Some institutional investors have rules that could bar them from buying Illinois bonds if ratings slip much more, experts said, and some conservative investors may have stopped already. But Ciccarone and Sinsheimer agreed the state isn’t close to the point where it would have trouble finding buyers.

The good news for Illinois is that interest rates are extremely low right now. Even paying more than other states, Illinois still gets rates that would be considered a good deal in other eras.

THE REASONS

Illinois gets such low ratings primarily because officials haven’t fixed the massive pension problem and more budget turmoil lies ahead.

Illinois retirement systems face a gap of roughly $85 billion between current assets and what they’ll eventually pay out in pensions. That’s the largest gap in the nation. The state must contribute more and more to the retirement systems each year, leaving less money for everything else.

Moody’s expects the pension contribution to double in less than 20 years, to $10 billion.

The governor and legislators patch together a new budget each year, but even after an income tax increase they don’t have enough money to pay bills on time, reduce state debt and provide all the services people want. The ratings agencies see that situation and look ahead to 2015, when the temporary tax increase expires, and foresee big trouble.

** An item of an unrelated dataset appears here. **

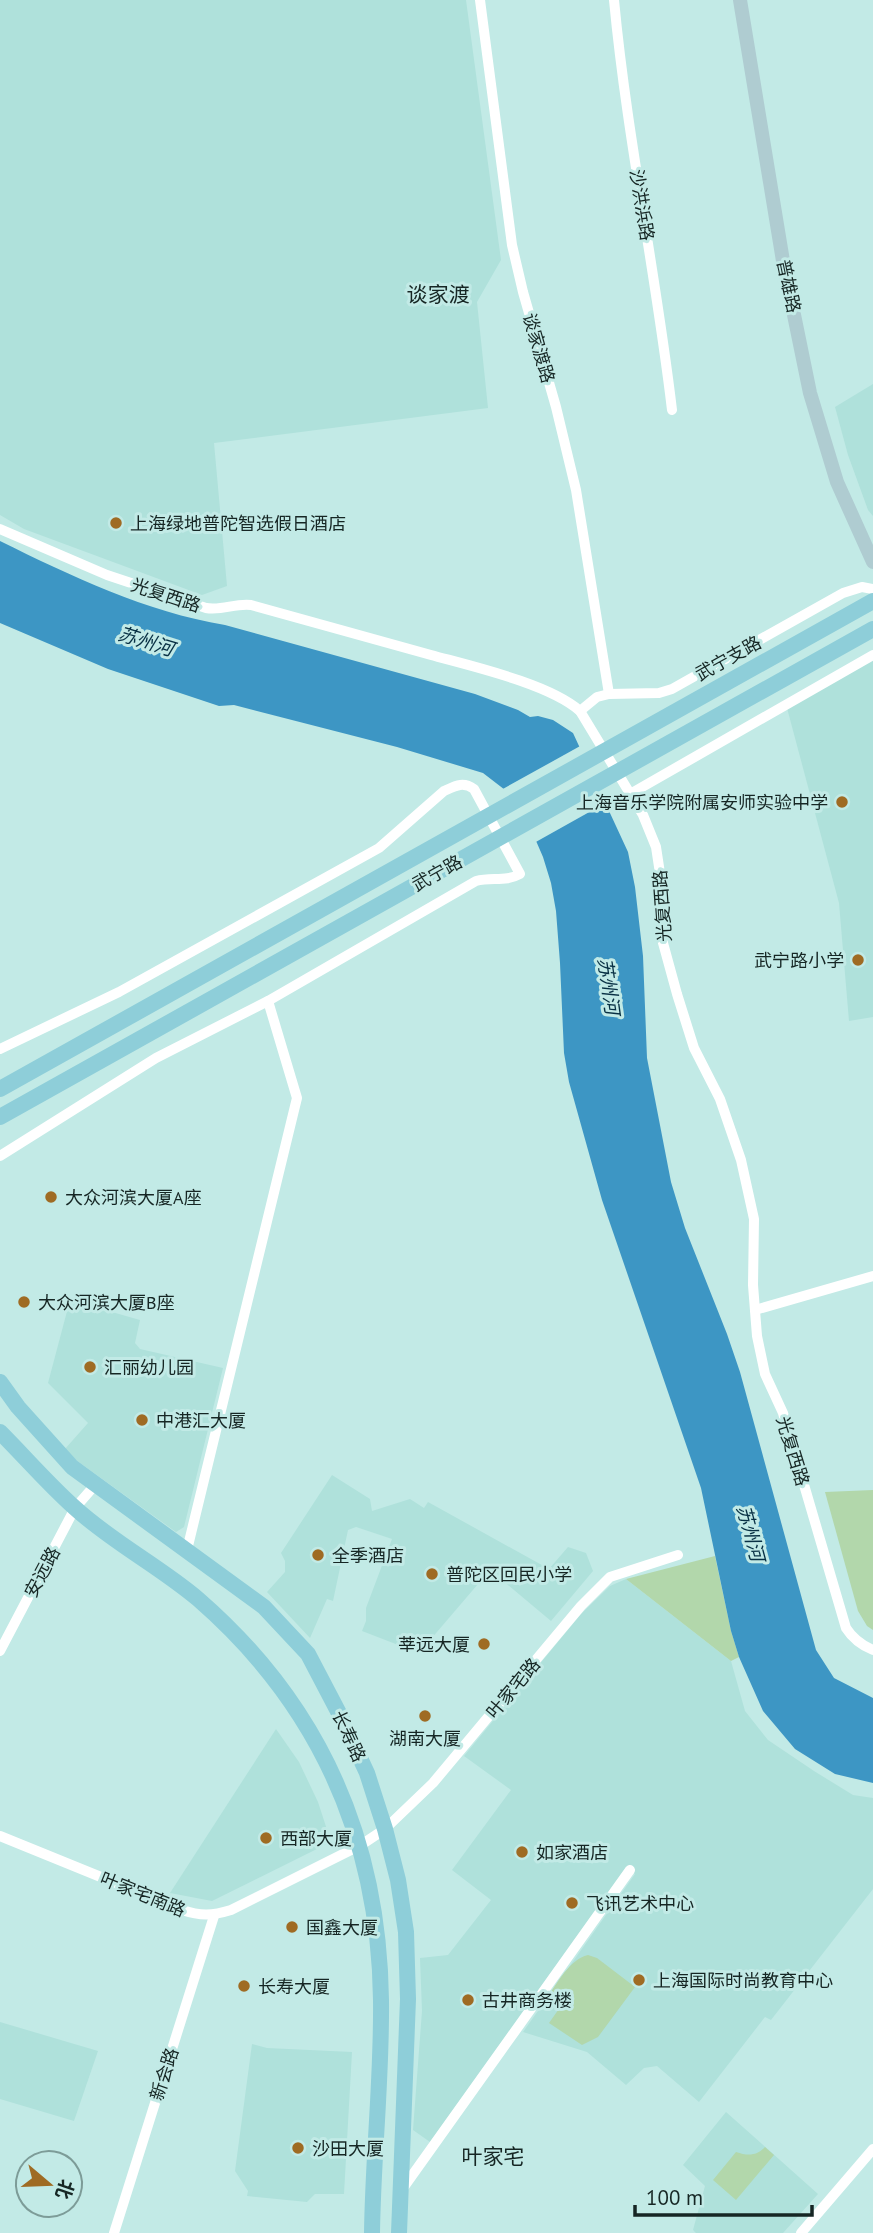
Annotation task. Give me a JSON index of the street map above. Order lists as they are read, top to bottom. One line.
{"streets":{"main road":["普雄路","武宁路","长寿路"],"street":["沙洪浜路","谈家渡路","光复西路","武宁支路","安远路","叶家宅路","叶家宅南路","新会路"]},"crossings":[["谈家渡路","武宁支路"],["光复西路","武宁支路"],["安远路","长寿路"],["叶家宅路","长寿路"],["叶家宅南路","新会路"]],"districts":["谈家渡","叶家宅"],"water":["苏州河"],"places":["上海绿地普陀智选假日酒店","上海音乐学院附属安师实验中学","武宁路小学","大众河滨大厦A座","大众河滨大厦B座","汇丽幼儿园","中港汇大厦","全季酒店","普陀区回民小学","莘远大厦","湖南大厦","西部大厦","如家酒店","飞讯艺术中心","国鑫大厦","上海国际时尚教育中心","长寿大厦","古井商务楼","沙田大厦"],"scale_bar":"100 m","north":"right"}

Brian Battle, director of Trading at Performance Trust Capital Partners, said California pays far lower interest on bonds than Illinois despite having almost identical credit ratings. The difference is that investors believe California has a plan for solving its problems and more money to get it done.

The lowered ratings and higher interest help focus attention on a pension problem that stretches back decades.

“The credit markets have a way of providing some discipline for the state that otherwise wouldn’t be there,” said J. Fred Giertz, an economics professor at the University of Illinois.